__WHAT NEEDS TO BE DONE__: The records that follow should be copied out exactly, pictures excluded.

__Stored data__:

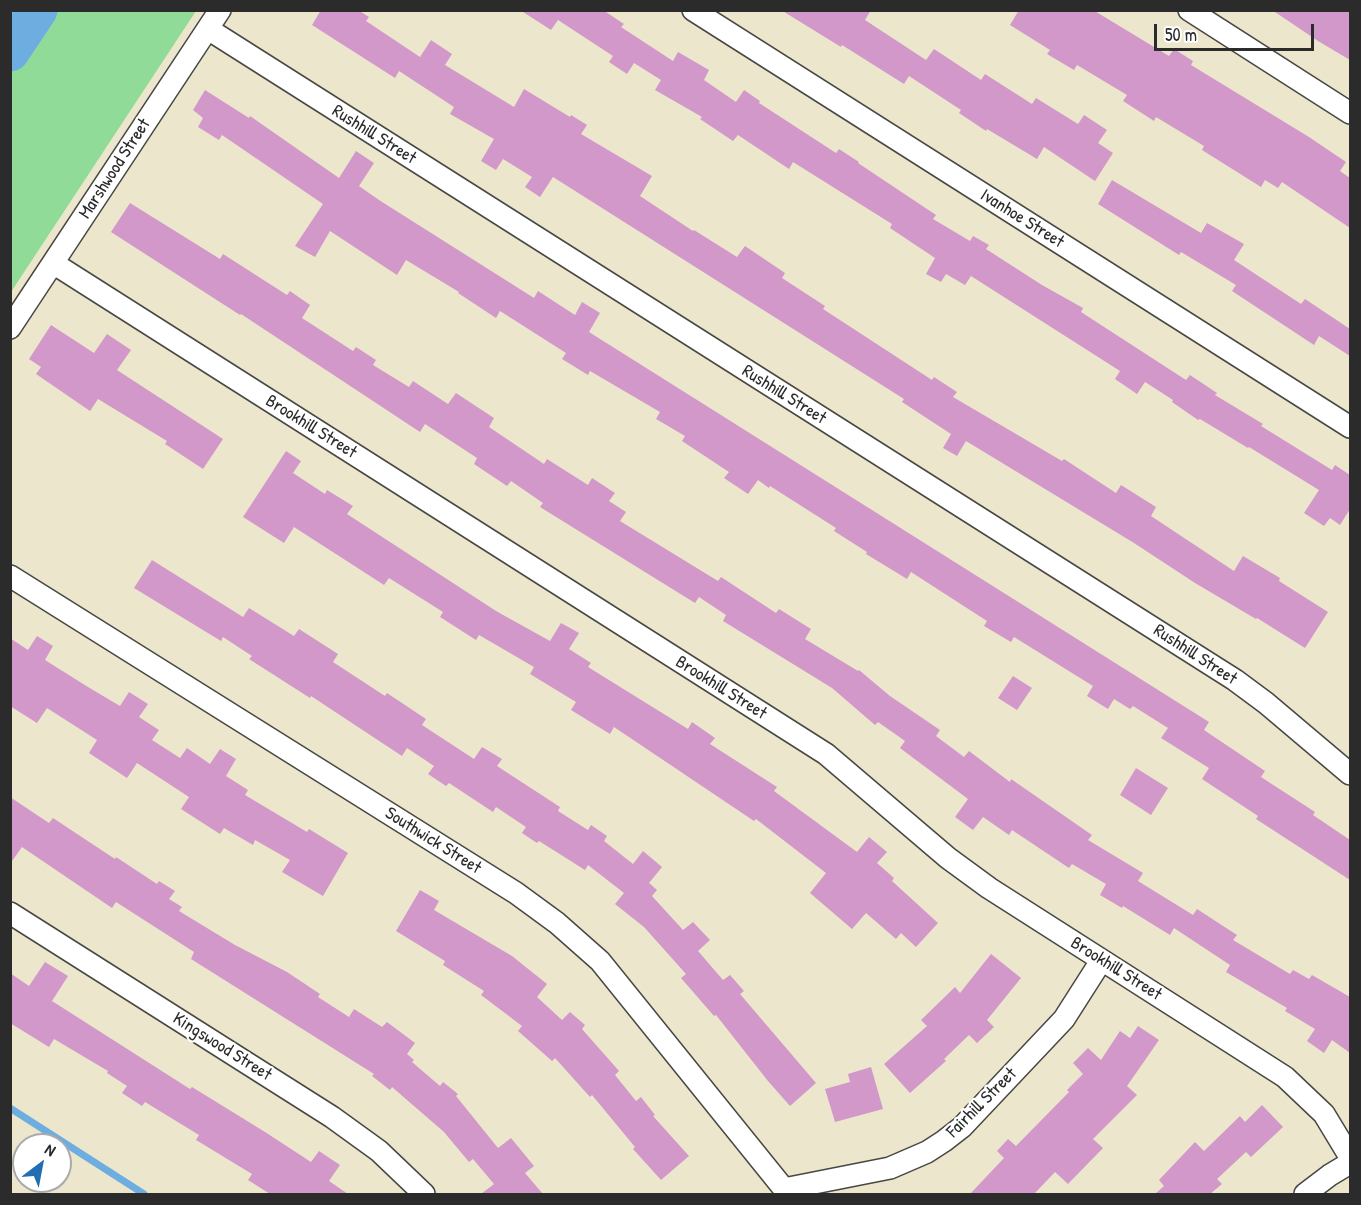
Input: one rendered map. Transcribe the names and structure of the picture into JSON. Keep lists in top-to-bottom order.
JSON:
{
  "streets": {
    "street": [
      "Rushhill Street",
      "Marshwood Street",
      "Ivanhoe Street",
      "Brookhill Street",
      "Southwick Street",
      "Kingswood Street",
      "Fairhill Street"
    ]
  },
  "crossings": [
    ["Rushhill Street", "Marshwood Street"],
    ["Marshwood Street", "Brookhill Street"],
    ["Brookhill Street", "Fairhill Street"],
    ["Southwick Street", "Fairhill Street"]
  ],
  "scale_bar": "50 m",
  "north": "top right"
}
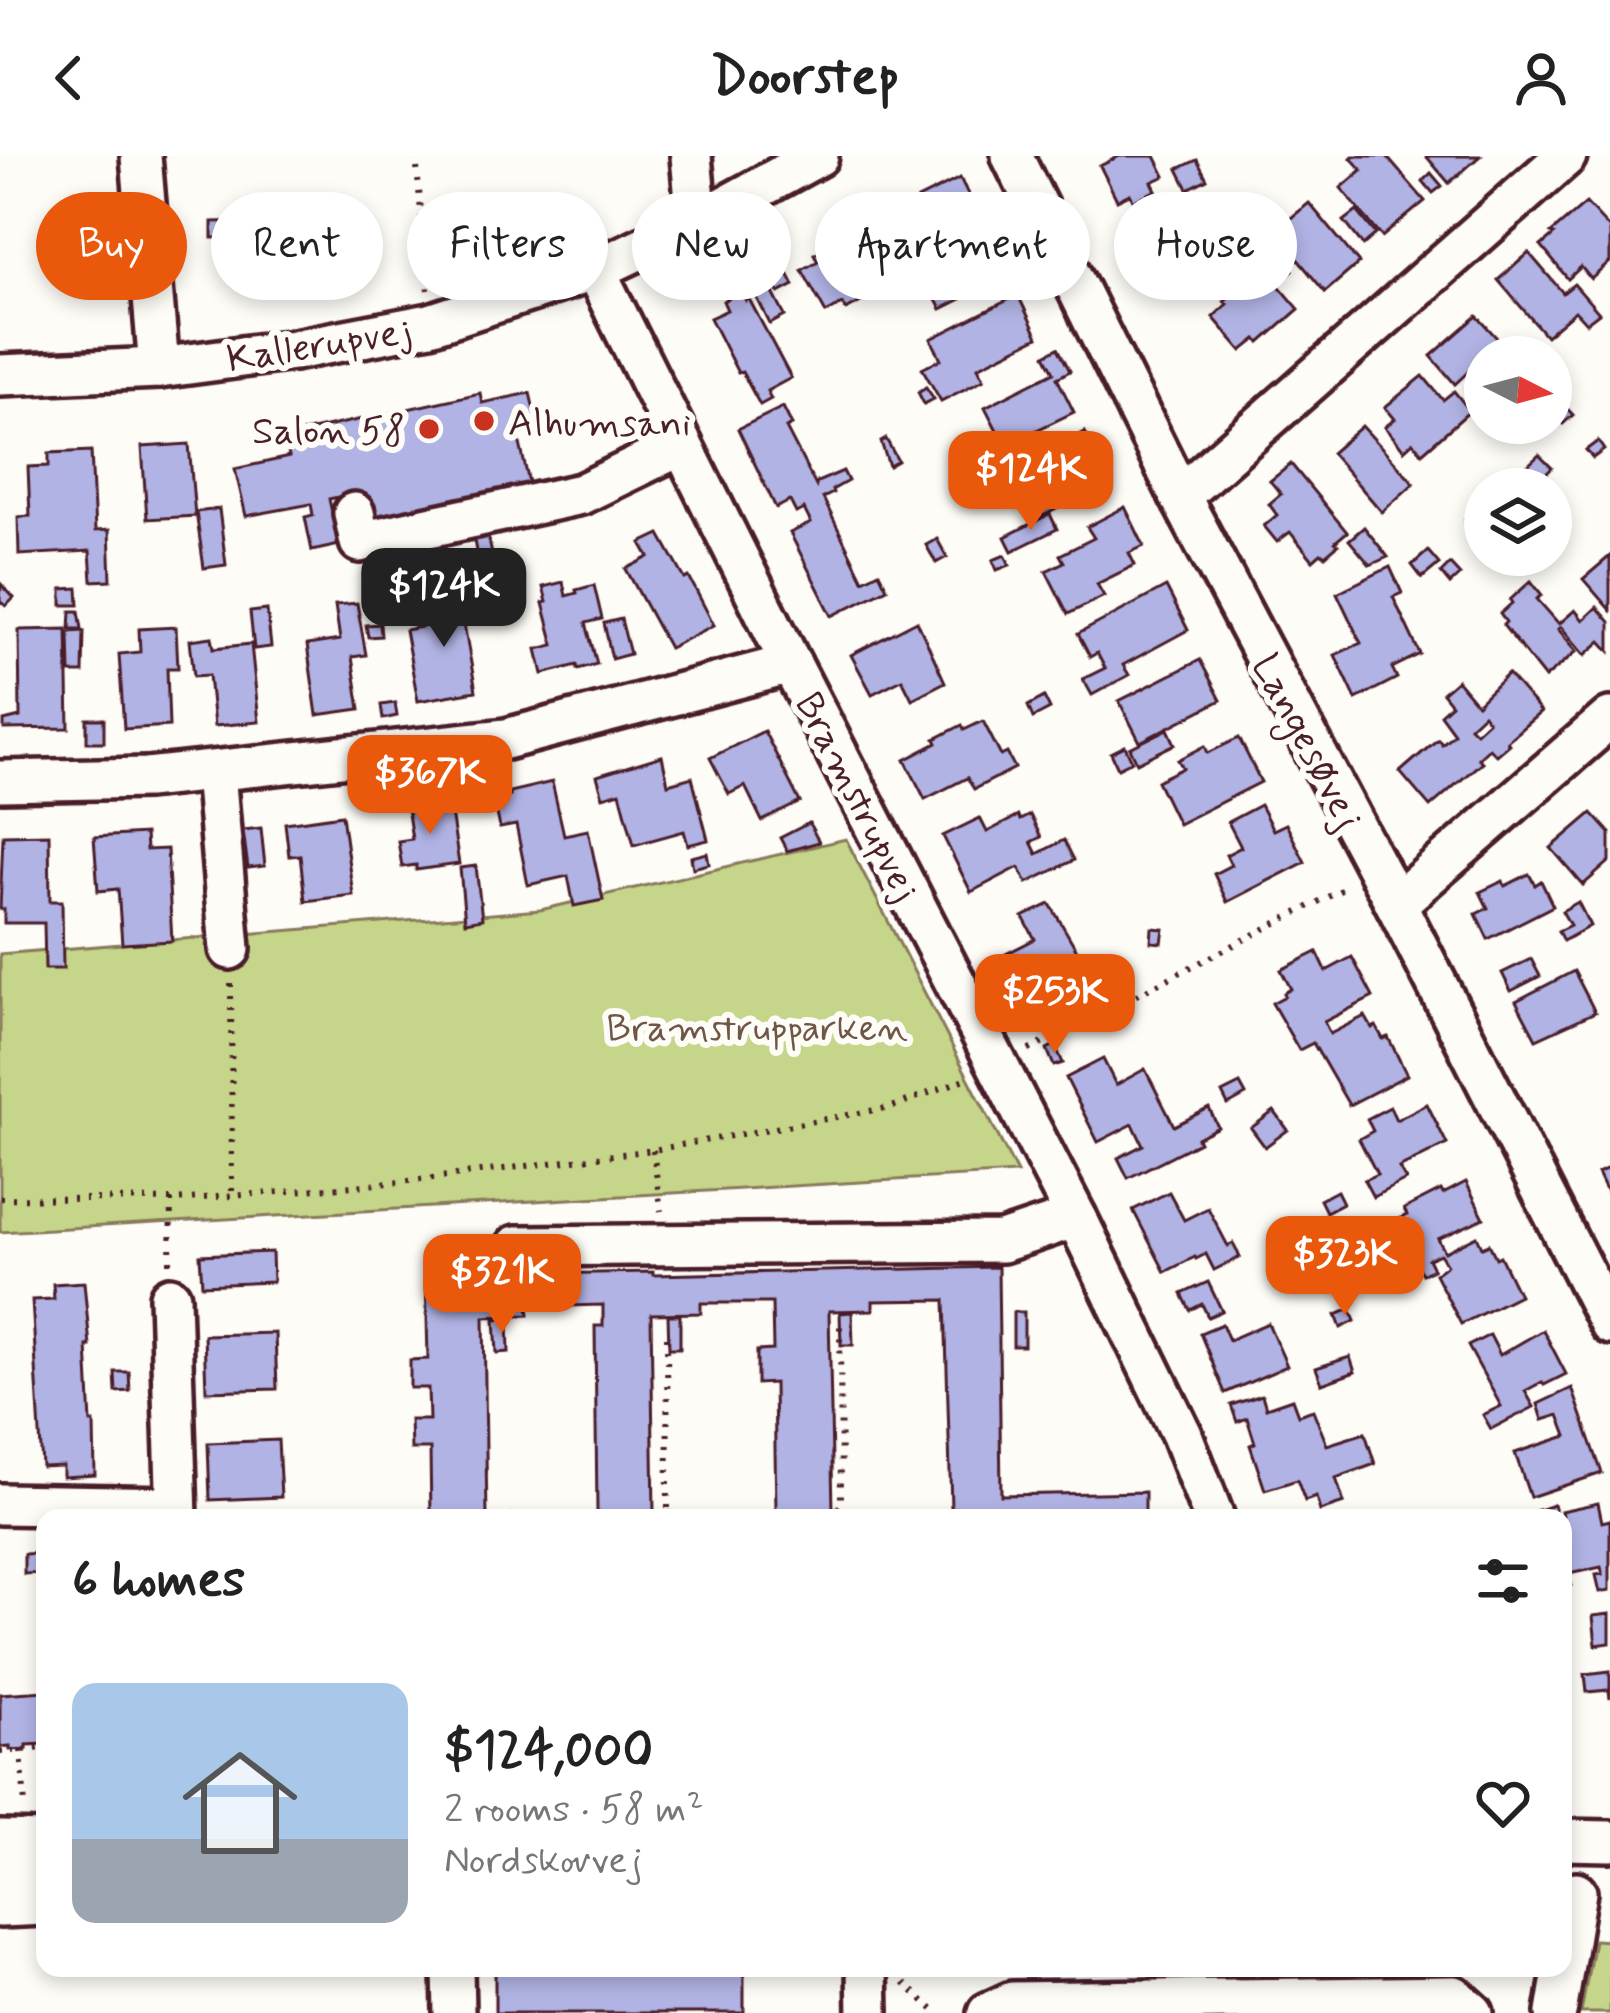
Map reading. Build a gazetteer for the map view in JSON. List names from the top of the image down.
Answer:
{
  "streets": {
    "street": ["Kallerupvej", "Langesøvej", "Bramstrupvej"]
  },
  "parks": ["Bramstrupparken"],
  "places": ["Alhumsani", "Salon 58"],
  "north": "right",
  "page": {
    "header": "Doorstep",
    "chip": [
      "Buy",
      "Rent",
      "Filters",
      "New",
      "Apartment",
      "House"
    ],
    "price": [
      "$124K",
      "$124K",
      "$367K",
      "$253K",
      "$323K",
      "$321K"
    ],
    "heading": "6 homes",
    "list": [
      {
        "name": "$124,000",
        "note": "2 rooms · 58 m² · Nordskovvej"
      }
    ]
  }
}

__OUTPUT FOR THIS TASK__:
Input: one rendered map. Transcribe the names and structure of the picture into JSON. Keep lists in top-to-bottom order.
JSON:
{
  "streets": {
    "street": [
      "Rushhill Street",
      "Marshwood Street",
      "Ivanhoe Street",
      "Brookhill Street",
      "Southwick Street",
      "Kingswood Street",
      "Fairhill Street"
    ]
  },
  "crossings": [
    ["Rushhill Street", "Marshwood Street"],
    ["Marshwood Street", "Brookhill Street"],
    ["Brookhill Street", "Fairhill Street"],
    ["Southwick Street", "Fairhill Street"]
  ],
  "scale_bar": "50 m",
  "north": "top right"
}
Map reading. Build a gazetteer for the map view in JSON. List names from the top of the image down.
Answer:
{
  "streets": {
    "street": ["Kallerupvej", "Langesøvej", "Bramstrupvej"]
  },
  "parks": ["Bramstrupparken"],
  "places": ["Alhumsani", "Salon 58"],
  "north": "right",
  "page": {
    "header": "Doorstep",
    "chip": [
      "Buy",
      "Rent",
      "Filters",
      "New",
      "Apartment",
      "House"
    ],
    "price": [
      "$124K",
      "$124K",
      "$367K",
      "$253K",
      "$323K",
      "$321K"
    ],
    "heading": "6 homes",
    "list": [
      {
        "name": "$124,000",
        "note": "2 rooms · 58 m² · Nordskovvej"
      }
    ]
  }
}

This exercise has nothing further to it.